[To do] Copy, from the material below, each line that contains the word "labels".

[Task input]
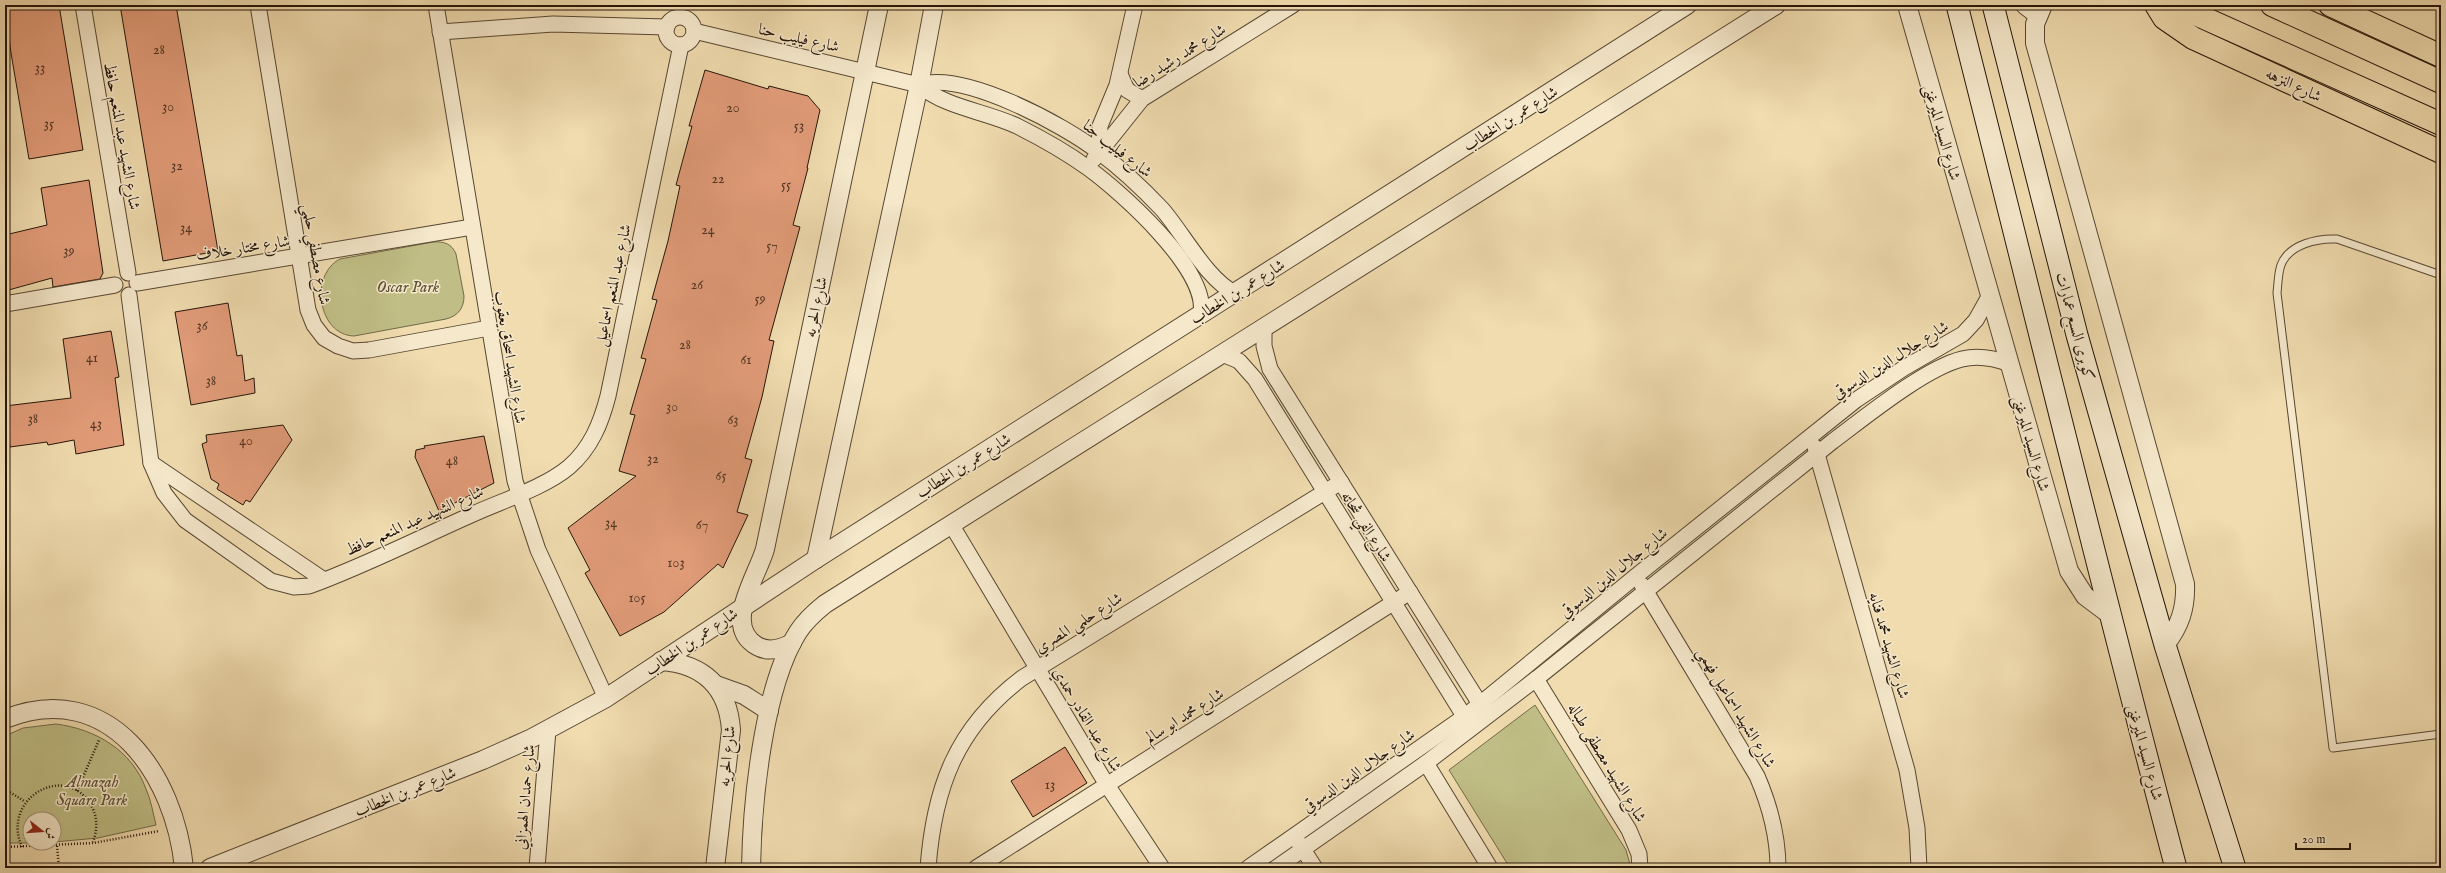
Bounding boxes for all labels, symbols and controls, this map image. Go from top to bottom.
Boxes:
--
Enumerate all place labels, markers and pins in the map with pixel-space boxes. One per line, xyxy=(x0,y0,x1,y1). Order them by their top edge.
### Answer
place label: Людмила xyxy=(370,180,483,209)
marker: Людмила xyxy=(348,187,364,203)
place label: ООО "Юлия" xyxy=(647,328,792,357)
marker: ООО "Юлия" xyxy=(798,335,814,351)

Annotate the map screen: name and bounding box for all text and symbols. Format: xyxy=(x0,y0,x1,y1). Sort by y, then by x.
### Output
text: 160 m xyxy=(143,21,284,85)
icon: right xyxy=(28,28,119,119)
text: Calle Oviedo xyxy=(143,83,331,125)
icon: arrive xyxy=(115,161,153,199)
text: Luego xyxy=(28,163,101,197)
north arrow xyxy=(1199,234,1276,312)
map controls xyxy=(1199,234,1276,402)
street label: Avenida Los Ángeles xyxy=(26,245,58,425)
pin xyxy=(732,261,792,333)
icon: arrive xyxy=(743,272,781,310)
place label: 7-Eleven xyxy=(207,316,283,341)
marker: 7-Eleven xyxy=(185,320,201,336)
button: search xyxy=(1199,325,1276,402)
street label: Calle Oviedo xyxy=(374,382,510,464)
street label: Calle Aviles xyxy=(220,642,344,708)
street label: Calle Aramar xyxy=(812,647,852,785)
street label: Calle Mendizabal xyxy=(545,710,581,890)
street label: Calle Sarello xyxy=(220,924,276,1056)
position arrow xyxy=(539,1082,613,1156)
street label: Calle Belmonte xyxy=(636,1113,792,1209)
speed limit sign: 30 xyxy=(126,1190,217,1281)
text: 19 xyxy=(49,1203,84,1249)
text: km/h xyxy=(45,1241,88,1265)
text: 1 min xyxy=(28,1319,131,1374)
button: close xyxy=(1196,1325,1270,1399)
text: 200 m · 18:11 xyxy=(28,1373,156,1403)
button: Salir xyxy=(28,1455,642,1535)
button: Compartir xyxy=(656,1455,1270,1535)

[Answer space]
Bounding boxes for all labels, symbols and controls, this map image. Go from top to bottom.
Enumerate all place labels, markers and pins in the map with pixel-space boxes. One per line, xyxy=(x0,y0,x1,y1). Order them by their top edge.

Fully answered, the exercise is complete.